== Excerpted data

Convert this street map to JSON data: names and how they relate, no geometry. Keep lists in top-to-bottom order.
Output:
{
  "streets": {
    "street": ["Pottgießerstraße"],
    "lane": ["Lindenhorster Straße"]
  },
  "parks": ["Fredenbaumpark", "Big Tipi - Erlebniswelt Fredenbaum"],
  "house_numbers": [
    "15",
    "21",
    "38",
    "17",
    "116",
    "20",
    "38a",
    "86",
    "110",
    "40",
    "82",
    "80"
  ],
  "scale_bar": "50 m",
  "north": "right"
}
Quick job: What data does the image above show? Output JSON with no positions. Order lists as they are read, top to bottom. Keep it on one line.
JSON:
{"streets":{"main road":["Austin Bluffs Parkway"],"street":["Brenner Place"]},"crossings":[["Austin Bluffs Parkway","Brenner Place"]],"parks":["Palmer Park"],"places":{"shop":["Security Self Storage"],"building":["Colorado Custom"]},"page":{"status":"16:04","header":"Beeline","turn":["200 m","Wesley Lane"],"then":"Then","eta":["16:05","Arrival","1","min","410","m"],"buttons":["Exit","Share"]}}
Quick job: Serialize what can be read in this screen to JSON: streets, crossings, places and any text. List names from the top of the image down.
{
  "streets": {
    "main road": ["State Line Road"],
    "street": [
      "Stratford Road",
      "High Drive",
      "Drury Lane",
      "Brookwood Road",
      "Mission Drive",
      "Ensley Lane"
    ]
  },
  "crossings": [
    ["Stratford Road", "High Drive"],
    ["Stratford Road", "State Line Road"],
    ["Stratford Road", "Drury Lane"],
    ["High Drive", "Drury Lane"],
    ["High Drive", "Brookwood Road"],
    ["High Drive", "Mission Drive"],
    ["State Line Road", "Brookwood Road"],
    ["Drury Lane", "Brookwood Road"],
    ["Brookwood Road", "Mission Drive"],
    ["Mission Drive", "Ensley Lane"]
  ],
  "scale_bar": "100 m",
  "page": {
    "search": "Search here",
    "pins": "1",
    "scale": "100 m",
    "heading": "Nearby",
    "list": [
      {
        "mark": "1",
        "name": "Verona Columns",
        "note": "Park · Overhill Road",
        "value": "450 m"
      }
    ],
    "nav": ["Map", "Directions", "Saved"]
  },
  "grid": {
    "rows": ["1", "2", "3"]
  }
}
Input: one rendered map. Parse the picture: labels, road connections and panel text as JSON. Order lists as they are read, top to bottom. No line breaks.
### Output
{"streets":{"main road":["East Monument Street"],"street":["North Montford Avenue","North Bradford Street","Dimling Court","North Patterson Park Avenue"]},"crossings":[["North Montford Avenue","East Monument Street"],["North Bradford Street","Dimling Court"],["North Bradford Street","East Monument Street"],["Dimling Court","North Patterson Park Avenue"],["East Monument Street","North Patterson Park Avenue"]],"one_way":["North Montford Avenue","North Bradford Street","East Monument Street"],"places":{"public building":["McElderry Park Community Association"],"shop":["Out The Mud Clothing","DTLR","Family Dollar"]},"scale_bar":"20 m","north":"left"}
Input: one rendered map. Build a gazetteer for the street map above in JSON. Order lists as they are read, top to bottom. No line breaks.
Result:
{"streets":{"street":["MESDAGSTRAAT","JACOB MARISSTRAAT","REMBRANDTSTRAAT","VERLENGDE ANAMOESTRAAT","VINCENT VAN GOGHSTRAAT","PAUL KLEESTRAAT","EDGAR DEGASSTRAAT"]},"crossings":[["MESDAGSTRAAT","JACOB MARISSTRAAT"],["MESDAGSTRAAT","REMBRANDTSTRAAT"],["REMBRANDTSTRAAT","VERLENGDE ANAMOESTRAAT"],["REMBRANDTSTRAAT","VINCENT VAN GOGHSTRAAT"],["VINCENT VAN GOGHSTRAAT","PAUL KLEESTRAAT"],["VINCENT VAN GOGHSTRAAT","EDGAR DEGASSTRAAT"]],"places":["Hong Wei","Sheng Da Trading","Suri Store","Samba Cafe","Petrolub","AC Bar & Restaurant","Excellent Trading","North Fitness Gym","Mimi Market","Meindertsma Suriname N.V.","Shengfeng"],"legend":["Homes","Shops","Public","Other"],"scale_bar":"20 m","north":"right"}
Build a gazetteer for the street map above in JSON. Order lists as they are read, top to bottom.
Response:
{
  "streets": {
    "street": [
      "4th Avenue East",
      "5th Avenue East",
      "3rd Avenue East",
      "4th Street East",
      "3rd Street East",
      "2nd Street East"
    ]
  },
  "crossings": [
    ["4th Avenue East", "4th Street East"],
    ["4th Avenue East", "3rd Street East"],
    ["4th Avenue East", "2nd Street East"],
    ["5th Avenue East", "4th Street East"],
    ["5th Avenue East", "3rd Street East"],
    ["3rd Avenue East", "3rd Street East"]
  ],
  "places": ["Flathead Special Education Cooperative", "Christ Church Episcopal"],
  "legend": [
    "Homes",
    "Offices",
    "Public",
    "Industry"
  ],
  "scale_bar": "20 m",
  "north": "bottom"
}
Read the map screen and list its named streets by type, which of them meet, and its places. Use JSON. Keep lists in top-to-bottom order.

====

# [What you will do]
Count up the lines above that include the string "breaks" and report nothing but that number.

# [Your solution]
2